Check with colleagues for referrals to consultants they trust, then check their references and ensure they have a proven track record of leading engagements of the type, scope and length you need. Review this list of sample interview questions to ask consultants created by the Denver Foundation to begin formulating what is important to evaluate in a company that is going to be supporting your DEI efforts. Ensure you have a clear understanding of the lived experience that brings the consultant to this work and of the values that ground them in it. Be aware of how those values align with those of your organization. RoadMap, a national team of 76 social justice-minded consultants, articulates key values and principles that both guide their work and support learning, quality and client satisfaction.

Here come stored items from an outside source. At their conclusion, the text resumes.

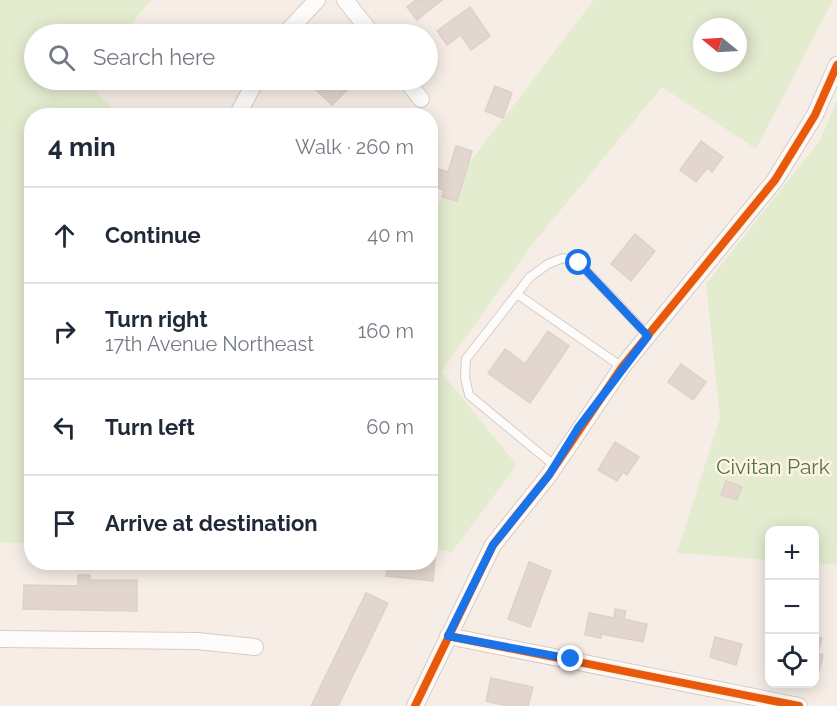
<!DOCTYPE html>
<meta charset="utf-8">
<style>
body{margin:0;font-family:Raleway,sans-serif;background:#f6f6f7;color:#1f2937}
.controls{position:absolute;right:18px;bottom:18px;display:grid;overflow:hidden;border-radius:12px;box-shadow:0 3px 15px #0003}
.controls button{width:54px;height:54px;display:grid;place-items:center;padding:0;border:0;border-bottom:2px solid #e0e1e3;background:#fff;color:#1f2937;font:30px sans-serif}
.compass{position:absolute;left:693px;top:18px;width:54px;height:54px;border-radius:50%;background:#fff;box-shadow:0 3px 15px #0003;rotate:288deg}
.stop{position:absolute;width:18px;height:18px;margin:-14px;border:4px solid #1a73e8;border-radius:50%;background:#fff}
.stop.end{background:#1a73e8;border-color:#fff;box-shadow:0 2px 6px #0008}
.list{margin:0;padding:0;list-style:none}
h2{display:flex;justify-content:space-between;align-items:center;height:78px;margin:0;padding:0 24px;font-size:26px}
h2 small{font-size:20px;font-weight:400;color:#747a83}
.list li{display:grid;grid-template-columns:39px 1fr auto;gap:18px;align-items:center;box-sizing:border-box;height:96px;padding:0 24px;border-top:2px solid #e0e1e3}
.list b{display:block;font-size:22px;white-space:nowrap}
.list p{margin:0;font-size:20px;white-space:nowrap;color:#747a83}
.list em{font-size:20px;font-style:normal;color:#747a83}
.icon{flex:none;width:33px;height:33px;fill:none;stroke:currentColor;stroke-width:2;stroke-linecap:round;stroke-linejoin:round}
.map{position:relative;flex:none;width:837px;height:706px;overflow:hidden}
.search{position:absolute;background:#fff;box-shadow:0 3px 15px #0003;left:24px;top:24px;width:414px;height:66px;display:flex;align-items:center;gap:15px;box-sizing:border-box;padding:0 21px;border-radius:33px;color:#747a83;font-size:22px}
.panel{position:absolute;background:#fff;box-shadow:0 3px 15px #0003;left:24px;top:108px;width:414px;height:462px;border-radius:24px}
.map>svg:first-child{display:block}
.green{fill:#e4ecd0;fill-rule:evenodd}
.building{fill:#e2d6ce;stroke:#dfd0c8;stroke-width:1.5}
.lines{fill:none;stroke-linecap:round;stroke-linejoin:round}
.lane-casing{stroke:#d7cbc4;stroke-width:10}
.street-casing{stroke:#d7cbc4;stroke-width:18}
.lane{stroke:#fefcfb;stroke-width:8}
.street{stroke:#fefcfb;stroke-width:16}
.cycleway-casing{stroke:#fff2e6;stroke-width:11}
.cycleway{stroke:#e8590c;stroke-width:8}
.route{stroke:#1a73e8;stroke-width:8}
.labels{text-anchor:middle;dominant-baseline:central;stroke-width:5;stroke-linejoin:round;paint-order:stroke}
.park-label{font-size:21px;fill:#52743c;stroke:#fff2e6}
</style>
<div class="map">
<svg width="837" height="706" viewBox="0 0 837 706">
<rect width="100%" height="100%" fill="#f6eee6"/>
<path class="green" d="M0,0H151L123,34H34V80H87L86,82L119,115L32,116L31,544L0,542Z
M594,0H833L756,149L662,87L531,246L441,372L517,465L452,552L431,548L430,214ZM702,27H738V63H702Z
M837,100V565L815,563L814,530H770L769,560L677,553L720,418L706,284L821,139Z"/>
<path class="building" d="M416,0H442L417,20L407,7Z
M470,7L490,36L471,50L461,35L447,45L437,31Z
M315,80H357L332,105L310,84Z
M495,86L512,93L503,118L485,111Z
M701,141L723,157L712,172L707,168L696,182L680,170Z
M456,146L472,151L457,201L442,197L444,190L430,186L435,168L448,172Z
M635,234L655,251L631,281L611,264Z
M548,331L569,346L530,403L488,373L505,349L525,364Z
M681,364L706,382L693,400L668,382Z
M615,442L639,457L627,475L623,472L617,481L598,470Z
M726,481L742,487L737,500L721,495Z
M430,556L435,557L433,581L386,576L388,562H430Z
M529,562L551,571L530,627L508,619Z
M78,575H90V580H137V611L23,609L24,585L78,586Z
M366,593L388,603L338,706H311Z
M615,609L626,611L624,619L647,624L643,642L601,634V638L585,635L589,613L614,618Z
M814,636L822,638L818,653L823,655L817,679L814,678Z
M715,637L742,644L736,665L710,657Z
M491,678L533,687L528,706H507L486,701Z"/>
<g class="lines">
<g class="lane-casing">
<path id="lane" d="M517,294L622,367
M555,466L469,395L465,377L466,359L530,277L548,264L563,258L579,263L648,335"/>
</g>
<g class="street-casing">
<path id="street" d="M345,0L372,34
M285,34L317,0
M406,80L421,99
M237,116L256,80
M448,636L799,706
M0,639L197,641L255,647
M415,706L493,545L549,475L622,367L775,180L815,115L837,65"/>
</g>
<use href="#lane" class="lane"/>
<use href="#street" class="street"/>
<g class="cycleway-casing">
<path id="cycleway" d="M448,636L799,706
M415,706L493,545L549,475L622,367L775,180L815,115L837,65"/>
</g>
<use href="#cycleway" class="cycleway"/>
</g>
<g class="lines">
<path class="route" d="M571,659L448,636L493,545L549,475L578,428L648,336L579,263"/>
</g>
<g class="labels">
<g class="park-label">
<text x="773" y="466">Civitan Park</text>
</g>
</g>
</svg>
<div class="controls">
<button>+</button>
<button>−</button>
<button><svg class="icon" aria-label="locate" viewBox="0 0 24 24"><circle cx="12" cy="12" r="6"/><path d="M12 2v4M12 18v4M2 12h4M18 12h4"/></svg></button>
</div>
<svg class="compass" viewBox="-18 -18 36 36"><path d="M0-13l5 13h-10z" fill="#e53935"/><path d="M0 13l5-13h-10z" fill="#747a83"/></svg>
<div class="stop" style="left:579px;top:263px"></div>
<div class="stop end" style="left:571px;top:659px"></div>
<div class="search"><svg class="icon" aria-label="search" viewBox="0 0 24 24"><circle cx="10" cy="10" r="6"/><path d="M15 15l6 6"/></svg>Search here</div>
<section class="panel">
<h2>4 min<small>Walk · 260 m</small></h2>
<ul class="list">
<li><svg class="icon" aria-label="ahead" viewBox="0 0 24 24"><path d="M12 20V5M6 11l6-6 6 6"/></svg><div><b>Continue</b></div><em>40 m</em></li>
<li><svg class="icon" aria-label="right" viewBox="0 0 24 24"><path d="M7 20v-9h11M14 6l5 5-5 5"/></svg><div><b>Turn right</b><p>17th Avenue Northeast</p></div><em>160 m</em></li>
<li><svg class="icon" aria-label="left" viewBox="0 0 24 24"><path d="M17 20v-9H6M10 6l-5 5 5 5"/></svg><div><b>Turn left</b></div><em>60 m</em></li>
<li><svg class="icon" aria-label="arrive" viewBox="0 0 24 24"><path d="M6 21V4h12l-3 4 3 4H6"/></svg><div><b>Arrive at destination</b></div></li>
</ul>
</section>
</div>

As part of the dialogue to understand a consultant’s values, clarify their definitions of and approach to diversity, inclusion and equity versus the work of racial equity and racial justice. Often referred to jointly as DEI, diversity, inclusion and equity are distinct concepts that engage different sets of personal behaviors/beliefs and organizational policies/processes to drive different outcomes. The distinctions between diversity, race equity and racial justice approaches are deeply connected to values, and speak to whether a consultant will take a transactional or transformational approach to shifting a white dominant organization’s status quo. These will also indicate whether the consultant centers people of color and accountability to communities of color as critical principles underlying not only the engagement, but organizing and movement building for equity and justice (ABFE’s framework for Responsive Philanthropy in Black Communities and the Anti-Racist Principles from the People’s Institute for Survival and Beyond are examples). For more context on the distinction between race equity and racial justice, and the role philanthropy has played in cultivating an environment in which many nonprofit and foundation leaders are scrambling to build capacity for the internal work, read this Philanthropy News Digest interview with the Philanthropic Initiative for Racial Equity.
Identify Organizational Needs
Identify the skill or expertise your organization needs at this particular time.
It will be different at the very beginning of this work (when you may need foundational training to develop a shared language on race) than one year into the work (when you may need a one to two year action plan with clear learning goals and tactical priorities) than three years into the work (when you may need to ensure that organizational behavior/beliefs and policies/practices are aligned across functions to maintain momentum in building a Race Equity Culture). The Denver Foundation tool referenced above can support organizations in outlining the specific consultant skills needed to achieve immediate project goals.